Huge Reduction In Meat-Eating ‘Essential’ To Avoid Climate Breakdown

Published - 12 October 2018, Friday

Main Image: Steak and a healthy vegetarian meal with pulses. Composite: Getty Images

Huge reductions in meat-eating are essential to avoid dangerous climate change, according to the most comprehensive analysis yet of the food system’s impact on the environment.

In western countries, beef consumption needs to fall by 90 percent and be replaced by five times more beans and pulses.

The research also finds that enormous changes to farming are needed to avoid destroying the planet’s ability to feed the 10 billion people expected to be on the planet in a few decades.

Food production already causes great damage to the environment, via greenhouse gases from livestock, deforestation and water shortages from farming, and vast ocean dead zones from agricultural pollution. But without action, its impact will get far worse as the world population rises by 2.3 billion people by 2050 and global income triples, enabling more people to eat meat-rich western diets.

This trajectory would smash critical environmental limits beyond which humanity will struggle to live, the new research indicates. “It is pretty shocking,” said Marco Springmann at the University of Oxford, who led the research team. “We are really risking the sustainability of the whole system. If we are interested in people being able to farm and eat, then we better not do that.”

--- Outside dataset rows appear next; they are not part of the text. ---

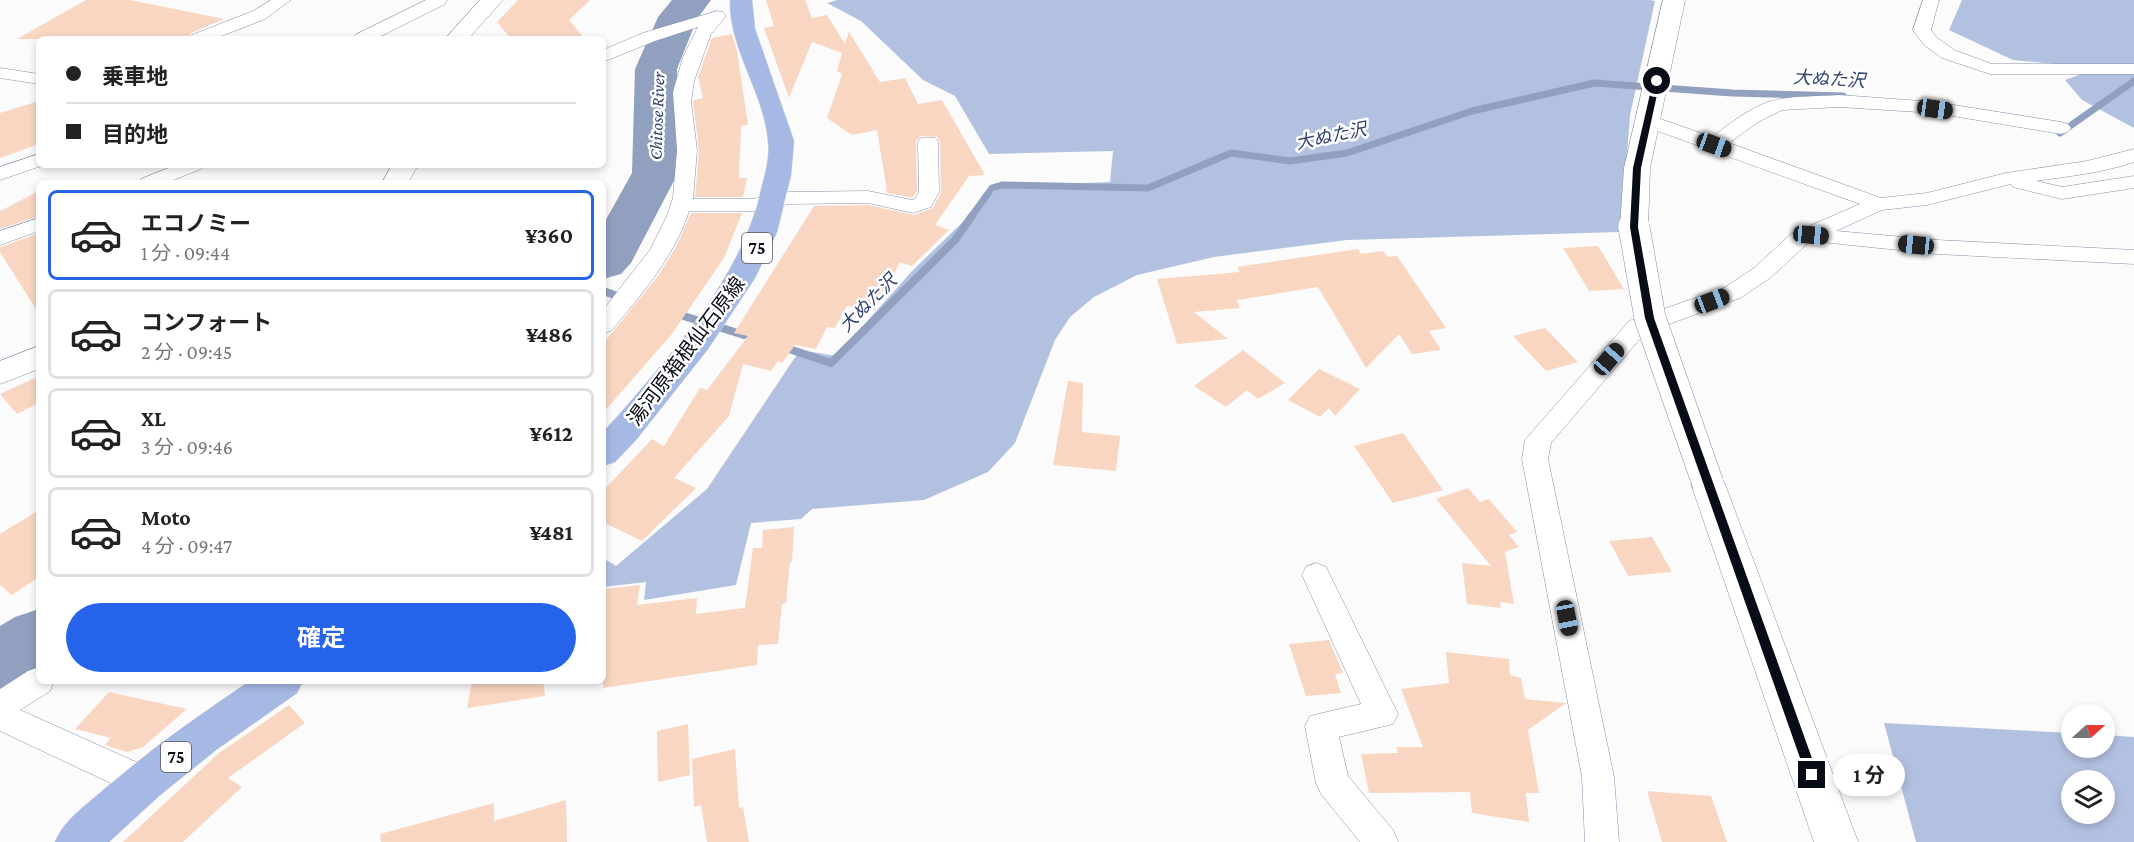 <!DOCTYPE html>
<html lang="ja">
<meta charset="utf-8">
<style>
:root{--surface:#fff;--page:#f2f2f2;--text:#222;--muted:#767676;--line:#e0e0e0;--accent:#2563eb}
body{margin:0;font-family:"Crimson Pro","Noto Sans JP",serif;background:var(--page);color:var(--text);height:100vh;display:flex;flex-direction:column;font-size:22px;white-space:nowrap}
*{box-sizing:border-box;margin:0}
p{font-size:20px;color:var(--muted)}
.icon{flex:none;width:33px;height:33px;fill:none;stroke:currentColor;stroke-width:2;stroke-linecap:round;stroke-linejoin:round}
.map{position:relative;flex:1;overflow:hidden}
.drawer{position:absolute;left:36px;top:180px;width:570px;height:504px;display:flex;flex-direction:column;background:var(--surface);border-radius:9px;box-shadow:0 3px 9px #0003}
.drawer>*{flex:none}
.banner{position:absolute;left:36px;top:36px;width:570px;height:132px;border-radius:9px;box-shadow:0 3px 9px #0003;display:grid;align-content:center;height:132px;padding:0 30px;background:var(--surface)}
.needle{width:39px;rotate:69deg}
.fabs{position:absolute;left:2061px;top:704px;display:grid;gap:12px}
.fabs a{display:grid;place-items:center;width:54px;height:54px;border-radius:50%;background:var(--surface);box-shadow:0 3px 9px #0003;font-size:30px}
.end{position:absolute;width:27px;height:27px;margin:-14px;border:8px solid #080c16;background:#fff;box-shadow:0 0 0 3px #fff}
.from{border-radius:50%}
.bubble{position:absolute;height:42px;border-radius:21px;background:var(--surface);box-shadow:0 3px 9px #0003;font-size:20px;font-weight:700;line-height:42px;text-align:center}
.car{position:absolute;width:18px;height:36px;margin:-18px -9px;border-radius:8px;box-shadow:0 0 4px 2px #0007;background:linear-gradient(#222 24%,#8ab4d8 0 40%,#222 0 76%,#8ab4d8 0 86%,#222 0)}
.banner b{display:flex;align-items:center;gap:21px;height:57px;font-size:22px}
.banner b+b{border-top:2px solid var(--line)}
.banner i{width:15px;height:15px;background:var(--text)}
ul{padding:10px 0 0;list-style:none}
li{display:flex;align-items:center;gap:18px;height:90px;margin:0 12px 9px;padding:0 18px;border:3px solid var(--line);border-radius:9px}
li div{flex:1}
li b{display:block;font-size:22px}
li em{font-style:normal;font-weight:700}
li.current{border-color:var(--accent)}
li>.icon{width:54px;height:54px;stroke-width:1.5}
.action{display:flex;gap:12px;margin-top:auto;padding:12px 30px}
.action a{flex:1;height:69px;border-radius:36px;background:var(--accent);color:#fff;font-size:24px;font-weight:700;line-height:69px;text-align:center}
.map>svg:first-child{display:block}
.forest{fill:#b3c1e1;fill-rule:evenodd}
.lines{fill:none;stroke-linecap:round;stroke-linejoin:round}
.stream-far1{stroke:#92a0bf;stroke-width:7}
.stream{stroke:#92a0bf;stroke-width:8}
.river{fill:#92a0bf;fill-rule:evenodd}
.building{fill:#f9d6c2}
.street-casing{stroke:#838fab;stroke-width:1}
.secondary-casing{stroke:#838fab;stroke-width:1}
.primary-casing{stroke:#d7d8da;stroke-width:1}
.street{fill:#fff;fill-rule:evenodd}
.secondary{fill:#fff;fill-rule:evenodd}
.primary{fill:#a6b9e5;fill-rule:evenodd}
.secondary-bridge-casing{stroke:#838fab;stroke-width:32;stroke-linecap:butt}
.secondary-bridge{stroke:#fff;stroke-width:31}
.route{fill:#080c16}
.labels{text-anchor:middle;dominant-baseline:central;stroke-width:5;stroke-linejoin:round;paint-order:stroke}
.far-water-label{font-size:18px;font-style:italic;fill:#31436f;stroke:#fff}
.shield{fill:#fff;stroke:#52555c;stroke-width:1.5}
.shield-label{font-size:18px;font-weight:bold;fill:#080c16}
.street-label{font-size:20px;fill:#080c16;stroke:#fff}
</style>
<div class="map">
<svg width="2134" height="842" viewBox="0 0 2134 842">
<rect width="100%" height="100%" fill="#fbfbfb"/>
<path class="forest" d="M837,0h812l6,1 -25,114 -9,117 -274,8 -133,17 -77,18 -43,22 -24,20 -15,23 -40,103 -27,29 -64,28 -112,9 -11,10 -50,4 -15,62 -92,15 2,-18 -43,5v-29l13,8 91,-77 93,-139 36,6 77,-86 84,-81 18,-3 95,-4 3,-31 -124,3 -34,-58 -32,-16 -62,-59 -34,-18z
M1962,0h172v128l-52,-28 -17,-20 33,-12 -85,-8 -64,-30z
M1884,723l187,10 1,14h32l1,-12 29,2v105h-218zM2072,780h32v33h-32z"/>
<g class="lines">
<path class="stream-far1" d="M2060,133l74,-52
M971,217l21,-29 10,-3 146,3 83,-35 59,8 57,-8 125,-42 122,-28 138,10 111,3"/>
<path class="stream" d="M603,291l23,8
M674,313l70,22
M780,346l51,17 124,-123 17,-24"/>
<path class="river" d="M672,0h39l-14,19 -20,50 1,104 -47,90 -10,11 -18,5v-54l29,-52 3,-104 23,-52z
M39,609v66l-14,9 -25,9v-67l15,-9z"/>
</g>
<path class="building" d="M86,0h44l94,19 -33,14 -4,6h-170z
M518,0h72l-21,20 16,19h-74l-14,-17z
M766,0h39l7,18 15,-3 18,29 4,-12 31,50 25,-4 13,26 24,-4 43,75 -16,1 -34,49 14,5 -37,36 -12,-4 -25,48 -28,-4 -12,22 -8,-1 -11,22 -21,-4 -13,18 -4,-2 -7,10 -28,-7 -14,52 -55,62 22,10 -54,53 -39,-19v-31l49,-52 12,7 36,-58 7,2 41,-54 -14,-3 80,-127 54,-1 46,10 19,-7 8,-16 -1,-50 -3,-5 -16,-1 -5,5 1,50 -5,7 -27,-6 2,-1 -10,-61 -25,5 -25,-17 15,-44 -5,-3 5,-18 -30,-11 -23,56 -25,-70 10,-2z
M732,34l5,17 11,74 -7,1 -2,52h8l-4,19h-48l4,-47 -6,-48 1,-2 9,-2 -5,-21 14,-39z
M39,101v43l-39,14v-45z
M39,191v25l-39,13v-18z
M691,213h51l-18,45 -53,77 -68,78v-69l55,-68 19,-31z
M39,233v81l-39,-62v-5z
M1598,246l26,43 -35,2 -26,-43z
M1358,249l3,5 22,-3 5,6 9,-1 49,72 -17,3 12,19 -29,4 -13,-20 -33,34 -48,-81 -81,13 3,8 -46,4 34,27 -51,5 -20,-65 83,-7 -3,-5z
M1545,328l33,34 -32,9 -33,-35z
M1243,350l42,33 -27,16 -11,-9 -21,17 -32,-21z
M1319,369l41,20 -25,27 -6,-8 -9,9 -32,-17z
M39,376v27l-22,11 -17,-20z
M1068,381l15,2 -1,49 38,4 -4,35 -63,-6z
M1403,433l40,57 -50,13 -39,-57z
M1468,488l12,14 9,-3 28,33 -8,3 10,12 -14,5 9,52 -14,-2 1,6 -34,-4 -5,-41 29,3 -55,-67z
M39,510v67l-27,18 -12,-10v-51z
M794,527l-2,35h-2l-4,41 -4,1 -4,40 -20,1 -1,20 -154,23v-99l37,-4 -3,20 60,-7 -1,16 49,-6 8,-60h9l1,-18z
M1652,537l20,35 -44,4 -19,-35z
M1329,640l14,33 -8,1 6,19 -35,3 -17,-52z
M1446,652l63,7 1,16 11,3 4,21 41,4 -38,27 11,63h-13l3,29 -57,-9 -2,-21 -101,1 -8,-39 37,-1 -2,-6h27l-22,-58 48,-6z
M472,681h71l2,15 -78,12z
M109,692l78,17 -44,38 -16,5 -22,-7 6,-7 -36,-9z
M289,705l16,18 -77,55 14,9 -59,55h-60l96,-89z
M688,724l2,51 -32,7 -1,-51z
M735,749l4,59 4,-1 6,35h-42l-6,-37 -7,2 -2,-48z
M1647,791l64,5 16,46h-65z
M566,800l1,42h-186l-1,-8 114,-31v18z"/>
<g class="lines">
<g class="street-casing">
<path id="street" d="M271,0h20l-26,19 -51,20h-25l3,-4 61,-24z
M426,0h21l-2,4 -70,35h-23l3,-4z
M1923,0h16l-8,30 5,7 18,13 38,14h142v10h-144l-48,-16 -18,-13 -11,-15z
M717,11l6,1 3,4 -15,18 -17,47 -3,21 6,48 -4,49h60l36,-7 79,-1 44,9 3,-1 4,-7 -1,-50 3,-4h14l3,4 1,50 -8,15 -18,6 -45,-10 -79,1 -36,7h-64c-14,45 -48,84 -78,120l-8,2v-23l47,-60 17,-34 6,-18 4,-48 -4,-58 10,-35 15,-30 -43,14 -52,21v-12l40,-17z
M0,68l39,6v10l-39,-6z
M1839,95l96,7 126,20 7,2 3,4 -3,4 -7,2 -126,-21 -96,-6 -57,3 -24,12 -29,21 152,55 46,-5 79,-20 81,-12 47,-12v13c-32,11 -65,14 -98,19l26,6 72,-11v12l-72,11 -49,-12 -2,-3 -84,21 -45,5 -46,21 101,9 197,10v14l-197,-10 -125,-13 -5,3 -37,34 -30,20 -95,35 -94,110 -3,16 66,318 5,65h-34l-3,-65 -60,-318 3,-19 104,-119 95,-33 30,-20 37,-34 69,-30 -219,-79 -3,-4 3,-4h14l57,20c17,-13 35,-27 56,-35 22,-7 48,-5 71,-7z
M39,154v11h5l-44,15v-13z
M176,165h28l-3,4 -35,14h-28l3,-4z
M39,218v13l-39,14v-14z
M1316,563l10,4 72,147 -5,10 -54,13 9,39 45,54 5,12h-38l-39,-48 -5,-11 -11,-57 5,-10 51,-12 -59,-129 4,-8z
M39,667v14h15l-4,10 -30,19 136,61 5,11 -5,11 -12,4 -12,-4 -132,-62v-42l28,-18z"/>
</g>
<g class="secondary-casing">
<path id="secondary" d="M480,0h23l-35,39h-23z
M1663,0h22l-35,168 -2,59 -4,6 -10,2 -10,-2 -4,-6 4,-59z
M392,165h26l-10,18h-26z
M39,346v23l-39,15v-23z
M1708,471l12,4 5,9 133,358h-44l-123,-358 5,-9z"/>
</g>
<g class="primary-casing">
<path id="primary" d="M730,0h22l3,29 39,112 -3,34 -14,57 -22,46 -47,71 -72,91 -21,22 -12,4v-34c21,-22 40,-45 60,-69 44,-54 84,-108 99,-177 4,-15 8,-30 6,-45 -4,-49 -39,-91 -38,-141z
M250,681h53l-6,12 -81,57 -57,46 -50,46h-54c9,-22 29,-35 46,-50 47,-41 97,-76 149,-111z"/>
</g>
<use href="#street" class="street"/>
<use href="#secondary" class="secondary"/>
<use href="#primary" class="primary"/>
<g class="secondary-bridge-casing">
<path id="secondary-bridge" d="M1634,227l16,91 58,166"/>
</g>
<use href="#secondary-bridge" class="secondary-bridge"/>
</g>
<path class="route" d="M1657,79l3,2 -19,87 -3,59 16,91 164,457 -6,6 -6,-6 -161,-457 -15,-91 3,-59 20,-87z"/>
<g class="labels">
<g class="far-water-label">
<text transform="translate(1829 79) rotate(3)">大ぬた沢</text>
<text transform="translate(657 116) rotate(-88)">Chitose River</text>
<text transform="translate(1331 136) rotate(-12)">大ぬた沢</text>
<text transform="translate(868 303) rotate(-45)">大ぬた沢</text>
</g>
<g class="shield">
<rect x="742" y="233" width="30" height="30" rx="4.5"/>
<rect x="161" y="742" width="30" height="30" rx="4.5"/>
</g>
<g class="shield-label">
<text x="757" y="248">75</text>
<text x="176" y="757">75</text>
</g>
<g class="street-label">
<text transform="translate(686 351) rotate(-53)">湯河原箱根仙石原線</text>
</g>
</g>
</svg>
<div class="fabs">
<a><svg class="needle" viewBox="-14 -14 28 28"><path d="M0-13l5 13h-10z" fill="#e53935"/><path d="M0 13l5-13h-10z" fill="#767676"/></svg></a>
<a><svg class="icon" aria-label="layers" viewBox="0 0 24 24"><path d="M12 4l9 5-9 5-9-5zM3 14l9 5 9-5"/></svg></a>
</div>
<i class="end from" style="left:1657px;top:81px"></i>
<i class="end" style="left:1812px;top:775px"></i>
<div class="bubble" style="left:1833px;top:754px;width:72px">1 分</div>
<i class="car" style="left:1935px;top:109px;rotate:98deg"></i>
<i class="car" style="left:1714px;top:145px;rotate:110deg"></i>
<i class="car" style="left:1811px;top:235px;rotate:95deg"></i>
<i class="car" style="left:1916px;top:245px;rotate:276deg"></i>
<i class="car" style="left:1712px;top:301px;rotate:69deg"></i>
<i class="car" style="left:1609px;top:359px;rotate:41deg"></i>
<i class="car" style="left:1567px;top:618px;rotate:169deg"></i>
<div class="banner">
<b><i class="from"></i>乗車地</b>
<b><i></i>目的地</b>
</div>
<section class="drawer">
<ul>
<li class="current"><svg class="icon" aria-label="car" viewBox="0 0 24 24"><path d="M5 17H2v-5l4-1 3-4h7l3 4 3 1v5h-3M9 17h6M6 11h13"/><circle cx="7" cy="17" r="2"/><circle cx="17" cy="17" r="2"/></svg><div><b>エコノミー</b><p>1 分 · 09:44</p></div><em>¥360</em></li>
<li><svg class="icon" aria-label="car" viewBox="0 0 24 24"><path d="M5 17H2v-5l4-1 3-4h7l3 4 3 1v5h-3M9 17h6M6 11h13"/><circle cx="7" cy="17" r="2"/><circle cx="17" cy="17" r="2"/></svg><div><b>コンフォート</b><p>2 分 · 09:45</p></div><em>¥486</em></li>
<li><svg class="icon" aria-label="car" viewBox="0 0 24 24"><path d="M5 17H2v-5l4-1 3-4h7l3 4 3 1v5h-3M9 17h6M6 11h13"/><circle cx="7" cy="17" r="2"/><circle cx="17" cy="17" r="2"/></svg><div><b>XL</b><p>3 分 · 09:46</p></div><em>¥612</em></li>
<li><svg class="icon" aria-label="car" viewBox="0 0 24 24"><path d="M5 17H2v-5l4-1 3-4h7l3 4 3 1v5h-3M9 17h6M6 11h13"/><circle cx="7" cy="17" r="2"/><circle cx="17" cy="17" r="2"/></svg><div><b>Moto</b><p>4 分 · 09:47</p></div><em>¥481</em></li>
</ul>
<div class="action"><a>確定</a></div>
</section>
</div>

“Feeding a world population of 10 billion is possible, but only if we change the way we eat and the way we produce food,” said Prof Johan Rockström at the Potsdam Institute for Climate Impact Research in Germany, who was part of the research team. “Greening the food sector or eating up our planet: this is what is on the menu today.”

The new study follows the publication of a landmark UN report on Monday in which the world’s leading scientists warned there are just a dozen years in which to keep global warming under 1.5C, beyond which even half a degree will significantly worsen the risks of drought, floods and extreme heat. The report said eating less meat and dairy was important but said current trends were in the opposite direction.

The new research, published in the journal Nature, is the most thorough to date and combined data from every country to assess the impact of food production on the global environment. It then looked at what could be done to stop the looming food crisis.

“There is no magic bullet,” said Springmann. “But dietary and technological change [on farms] are the two essential things, and hopefully they can be complemented by reduction in food loss and waste.” About a third of food produced today never reaches the table.

The researchers found a global shift to a “flexitarian” diet was needed to keep climate change even under 2C, let alone 1.5C. This flexitarian diet means the average world citizen needs to eat 75 percent less beef, 90 percent less pork and half the number of eggs, while tripling consumption of beans and pulses and quadrupling nuts and seeds. This would halve emissions from livestock and better management of manure would enable further cuts.

In rich nations, the dietary changes required are ever more stark. UK and US citizens need to cut beef by 90 percent and milk by 60 percent while increasing beans and pulses between four and six times. However, the millions of people in poor nations who are undernourished need to eat a little more meat and dairy.

Reducing meat consumption might be achieved by a mix of education, taxes, subsidies for plant-based foods and changes to school and workplace menus, the scientists said.

To halt deforestation, water shortages and pollution from overuse of fertiliser, profound changes in farming practices are needed. These include increasing crop yields in poorer nations, more universal water storage and far more careful use of fertilisers.

“I was surprised by the fact we need a combination of very ambitious options,” Springmann said. “We really need to push it to the edge of what is possible.”

All the diet and farming options are already being implemented in somewhere in the world, said Springmann. In the Netherlands and Israel, fertilisers and water are being better used, while big cuts in meat consumption are being seen among young people in some cities.

But a global change is needed, he said: “I think we can do it, but we really need much more proactive governments to provide the right framework. People can make a personal difference by changing their diet, but also by knocking on the doors of their politicians and saying we need better environmental regulations – that is also very important. Do not let politicians off the hook.”

Prof Tim Benton at the University of Leeds, who was not part of the research team, said: “Ultimately, we live on a finite planet, with finite resources. It is a fiction to imagine there is a technological solution allowing us to produce as much food as we might ever want, allowing us to overeat and throw food away.” He said the environmental burden of the current food system “undermines the ability of future generations to live on a stable and ecologically rich planet”.

Prof Peter Smith at the University of Aberdeen, who was also not part of the research team, said: “We know food choices are very personal, and that behaviour change can be difficult to encourage, but the evidence is now unequivocal – we need to change our diets if we are to have a sustainable future. The fact that it will also make us healthier makes it a no-brainer.”